# Glacier Park's red buses face uncertain future



## CHamilton (Jan 27, 2013)

Via the Empire Builder Yahoo group.



> Red bus fans fearful about fleet's future
> Glacier’s red buses are an icon at the national park.
> 
> The fleet of 33 buses have been making the rounds over the Going-to-the-Sun Road and past Glacier’s lakes and peaks since the mid-1930s.
> ...


----------



## Blackwolf (Jan 27, 2013)

Sounds like yet one more opportunity to start a write-in campaign to elected officials both at the Montana State government level and at the US Congressional level. Sure, it might be more than what is needed, but if the National Park Service is going to make such a stipulation in a concessionaire contract and not allow for public comment on its decision, what better way to force the issue than have a congress-critter draft a resolution which legally forces the entire fleet to remain intact as is, rehabilitated as needed, and continue to operate. Sure, it may make profit margins a tad smaller for bidding companies, but I really don't have much sympathy in this case.


----------



## CHamilton (Jan 30, 2013)

> Park Intends to Retain Red Bus Fleet
> 
> The National Park Service announced today that it was modifying the terms of a prospectus for the concessions operations at Glacier National Park to reinforce the park's intention to retain the operation of the entire fleet of red buses while providing safe, informative and memorable experiences for Glacier National Park visitors.
> 
> ...


----------



## Shortline (Feb 15, 2013)

If the price outweighs the benefits, why continue? For what it costs to rehab these, they could probably buy new, more comforatable, sightseer busses. Sure, they look cool, but at some point it's time to retire the tradition, and modernize the fleet. Just my opinion.


----------



## Blackwolf (Feb 15, 2013)

Shortline said:


> If the price outweighs the benefits, why continue? For what it costs to rehab these, they could probably buy new, more comforatable, sightseer busses. Sure, they look cool, but at some point it's time to retire the tradition, and modernize the fleet. Just my opinion.

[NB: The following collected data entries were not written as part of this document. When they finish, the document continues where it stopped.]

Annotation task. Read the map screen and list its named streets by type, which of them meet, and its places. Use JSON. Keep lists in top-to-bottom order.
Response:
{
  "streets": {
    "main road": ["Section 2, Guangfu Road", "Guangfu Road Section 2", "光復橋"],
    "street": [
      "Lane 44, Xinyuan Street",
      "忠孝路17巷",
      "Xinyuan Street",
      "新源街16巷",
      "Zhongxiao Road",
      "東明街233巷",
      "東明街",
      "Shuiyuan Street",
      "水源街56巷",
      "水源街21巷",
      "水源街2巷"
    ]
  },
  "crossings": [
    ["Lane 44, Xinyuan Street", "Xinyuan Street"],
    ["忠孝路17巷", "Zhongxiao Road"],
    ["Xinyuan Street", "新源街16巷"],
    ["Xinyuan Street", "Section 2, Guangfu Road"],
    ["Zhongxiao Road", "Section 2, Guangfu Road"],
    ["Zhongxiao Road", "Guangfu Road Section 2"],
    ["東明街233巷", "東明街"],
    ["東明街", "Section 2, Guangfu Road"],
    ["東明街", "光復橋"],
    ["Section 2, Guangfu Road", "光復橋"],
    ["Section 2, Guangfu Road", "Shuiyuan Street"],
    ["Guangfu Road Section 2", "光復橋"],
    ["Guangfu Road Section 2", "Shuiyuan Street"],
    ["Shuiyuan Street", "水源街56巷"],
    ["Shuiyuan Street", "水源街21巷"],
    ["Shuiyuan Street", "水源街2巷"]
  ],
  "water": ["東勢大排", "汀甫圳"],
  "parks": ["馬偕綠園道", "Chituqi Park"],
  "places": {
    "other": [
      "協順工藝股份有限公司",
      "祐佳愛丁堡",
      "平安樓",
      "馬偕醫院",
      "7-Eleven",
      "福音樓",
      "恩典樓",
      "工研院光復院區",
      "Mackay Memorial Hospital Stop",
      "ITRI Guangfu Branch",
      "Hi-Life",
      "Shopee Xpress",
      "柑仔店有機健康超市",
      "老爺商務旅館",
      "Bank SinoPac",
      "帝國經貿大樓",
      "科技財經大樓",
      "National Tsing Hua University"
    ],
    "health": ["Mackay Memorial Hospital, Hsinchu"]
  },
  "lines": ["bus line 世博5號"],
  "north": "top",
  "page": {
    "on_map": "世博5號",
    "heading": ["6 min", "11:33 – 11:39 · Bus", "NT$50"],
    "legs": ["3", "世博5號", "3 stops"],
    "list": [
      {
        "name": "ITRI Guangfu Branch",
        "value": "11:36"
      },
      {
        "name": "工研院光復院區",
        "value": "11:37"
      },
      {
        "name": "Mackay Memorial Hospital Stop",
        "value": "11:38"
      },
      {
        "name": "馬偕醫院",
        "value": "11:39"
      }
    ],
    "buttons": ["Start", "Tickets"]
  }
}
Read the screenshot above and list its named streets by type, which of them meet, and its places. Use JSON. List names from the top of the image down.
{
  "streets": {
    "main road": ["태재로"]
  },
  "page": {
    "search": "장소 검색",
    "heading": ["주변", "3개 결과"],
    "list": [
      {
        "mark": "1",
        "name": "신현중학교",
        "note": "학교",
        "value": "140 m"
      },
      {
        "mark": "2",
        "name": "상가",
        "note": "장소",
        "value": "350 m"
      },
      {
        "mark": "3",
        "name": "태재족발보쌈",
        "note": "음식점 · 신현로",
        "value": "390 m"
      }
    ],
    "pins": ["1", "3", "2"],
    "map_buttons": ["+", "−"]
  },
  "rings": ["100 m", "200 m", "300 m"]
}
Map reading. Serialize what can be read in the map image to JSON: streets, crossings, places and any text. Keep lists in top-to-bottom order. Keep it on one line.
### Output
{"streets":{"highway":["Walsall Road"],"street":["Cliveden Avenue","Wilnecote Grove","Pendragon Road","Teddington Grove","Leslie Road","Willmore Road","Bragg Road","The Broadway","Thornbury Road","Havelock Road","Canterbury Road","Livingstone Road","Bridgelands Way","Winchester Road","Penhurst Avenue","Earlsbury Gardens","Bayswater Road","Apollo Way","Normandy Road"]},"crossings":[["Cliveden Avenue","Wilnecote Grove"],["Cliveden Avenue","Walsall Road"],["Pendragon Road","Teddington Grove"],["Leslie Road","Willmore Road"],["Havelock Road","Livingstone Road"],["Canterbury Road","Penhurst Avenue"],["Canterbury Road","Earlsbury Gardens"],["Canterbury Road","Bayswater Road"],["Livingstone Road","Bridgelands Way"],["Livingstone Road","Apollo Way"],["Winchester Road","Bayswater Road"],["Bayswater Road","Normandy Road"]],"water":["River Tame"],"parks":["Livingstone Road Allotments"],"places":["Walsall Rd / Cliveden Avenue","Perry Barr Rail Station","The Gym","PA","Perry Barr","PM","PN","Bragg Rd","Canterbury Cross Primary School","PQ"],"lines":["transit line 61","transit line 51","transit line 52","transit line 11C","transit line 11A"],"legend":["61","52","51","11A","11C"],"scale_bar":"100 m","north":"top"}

Still going to be a very pricy proposition. Have you been over Going To The Sun road? It is NOT a route you want to take full-size sightseer busses!!! The Red Bus fleet as it stands now is just fine, and we're talking a decade and then some before the buses are due for more rehabilitation. They were completely rebuilt, including with modern powertrain equipment, only 13 years ago. Keep the tradition alive. I really don't think it is really a case of oppressive cost.


----------



## John Bredin (Feb 15, 2013)

Plus the revenue side must be considered. The red buses give this park and this trip something distinctive that people feel nostalgic over, and lots of people are willing to pay extra for that nostalgia factor vs. just another ordinary bus.

To "intrude" rail into a Non-Rail Transportation thread :hi:the new Pullman operator is clearly counting on such a nostalgia factor. Extra money for extra service too, of course, but the Pullman cars get there in exactly the same time as the Amtrak sleepers and coaches to which they're attached.


----------